Node Situation	Description	Handling Method
Ready	True indicates that the node is healthy. False indicates that it’s unhealthy. Unknown indicates that the node is missing.
DiskPressure	True indicates that the node disk capacity is tight. False indiactes the opposite.
MemoryPressure	True indicates that the node memory usage is too high. False indiactes the opposite.
PIDPressure	True indicates that there are too many processes running on the node. False indiactes the opposite.
NetworkUnavailable	True indicates that the node network configuration is abnormal. False indiactes the opposite.

2. Common Node Commands

Check node status


kubectl get nodes

View node events


kubectl describe node ${NODE_NAME}

When these two commands can’t indicate anything, we can also use Linux’s related commands to assist in judgment. At this time, we need to log in to the node and use linux-related commands to check the node status.

Check node connectivity

3.1 Network check: We can check the network connectivity of the node using the Ping command from the cluster’s Master node.

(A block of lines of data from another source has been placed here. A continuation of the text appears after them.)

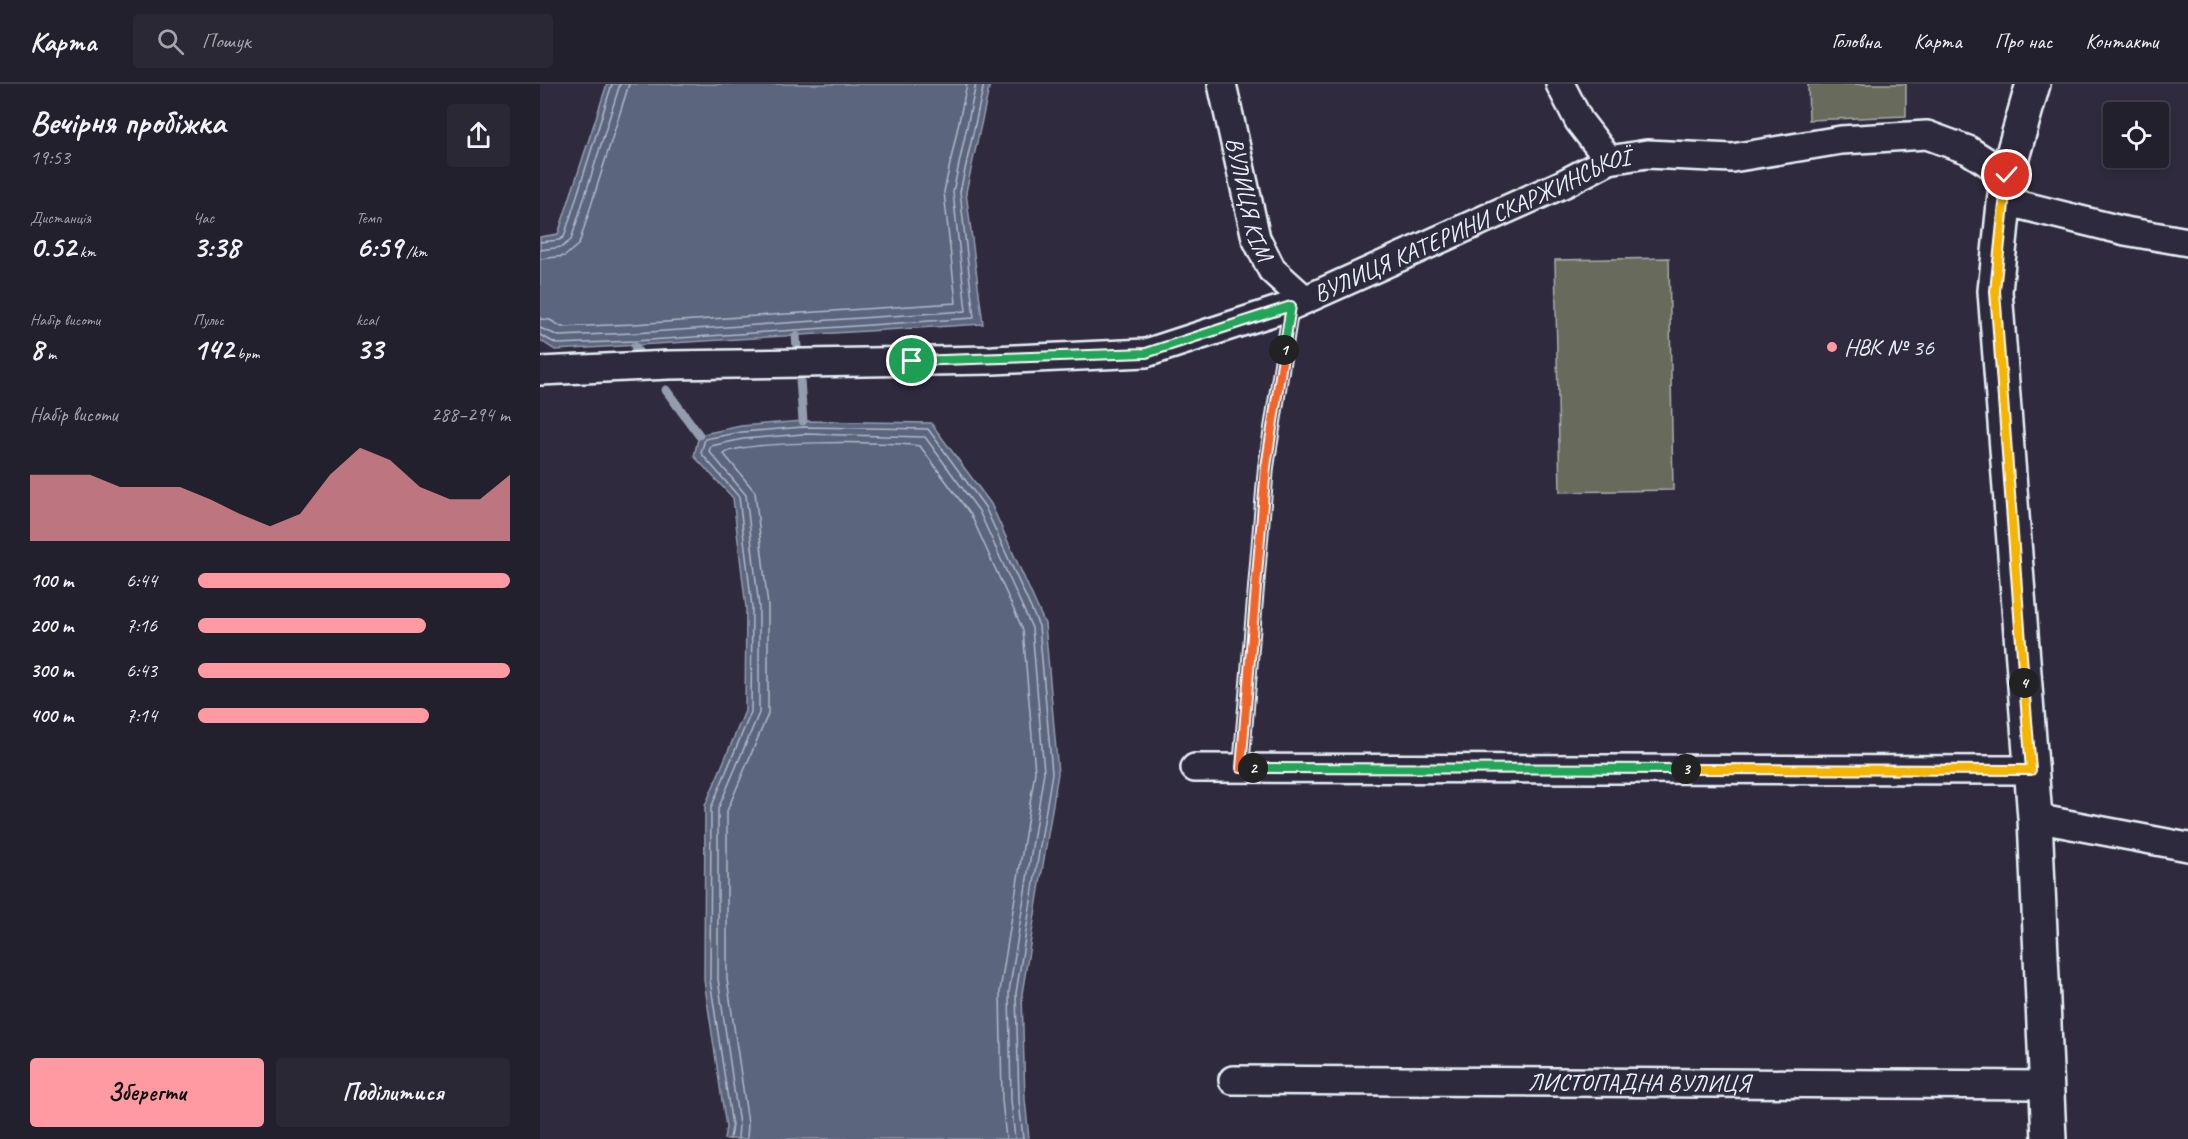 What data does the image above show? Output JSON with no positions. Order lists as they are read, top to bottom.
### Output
{
  "streets": {
    "street": ["ВУЛИЦЯ КІМ", "ВУЛИЦЯ КАТЕРИНИ СКАРЖИНСЬКОЇ", "ЛИСТОПАДНА ВУЛИЦЯ"]
  },
  "crossings": [
    ["ВУЛИЦЯ КІМ", "ВУЛИЦЯ КАТЕРИНИ СКАРЖИНСЬКОЇ"]
  ],
  "places": ["НВК № 36"],
  "page": {
    "header": "Карта",
    "search": "Пошук",
    "nav": [
      "Головна",
      "Карта",
      "Про нас",
      "Контакти"
    ],
    "heading": ["Вечірня пробіжка", "19:53"],
    "stats": [
      ["Дистанція", "0.52 km"],
      ["Час", "3:38"],
      ["Темп", "6:59 /km"],
      ["Набір висоти", "8 m"],
      ["Пульс", "142 bpm"],
      ["kcal", "33"]
    ],
    "pins": [
      "1",
      "4",
      "2",
      "3"
    ],
    "chart": ["Набір висоти", "288–294 m"],
    "list": [
      {
        "name": "100 m",
        "note": "6:44"
      },
      {
        "name": "200 m",
        "note": "7:16"
      },
      {
        "name": "300 m",
        "note": "6:43"
      },
      {
        "name": "400 m",
        "note": "7:14"
      }
    ],
    "buttons": ["Зберегти", "Поділитися"]
  }
}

3.2 Health check: Log in to the XXXCloud console, view the node on the cloud host page to see whether it is in Running status, including viewing CPU and memory usage rate, confirming whether the node is under high load.

3. K8S Component Fault Check

UK8S clusters default to three Master nodes. K8S core components are deployed on all three Master nodes and provide external services through load balancing. If you detect component abnormalities, log in to the corresponding Master node (or log in to each Master node sequentially if the issue cannot be localized). Use the following commands to check component status, identify error causes, and restart abnormal components:


systemctl status ${PLUGIN_NAME}
journalctl -u ${PLUGIN_NAME}
systemctl restart ${PLUGIN_NAME}

UK8S Core Components and Their Names：

Component	Component Name
Kubelet	kubelet
API Server	kube-apiserver
Controller Manager	kube-controller-manager
Etcd	etcd
Scheduler	kube-scheduler
KubeProxy	kube-proxy

For instance, to check APIServer component status, you need to execute systemctl status kube-apiserver.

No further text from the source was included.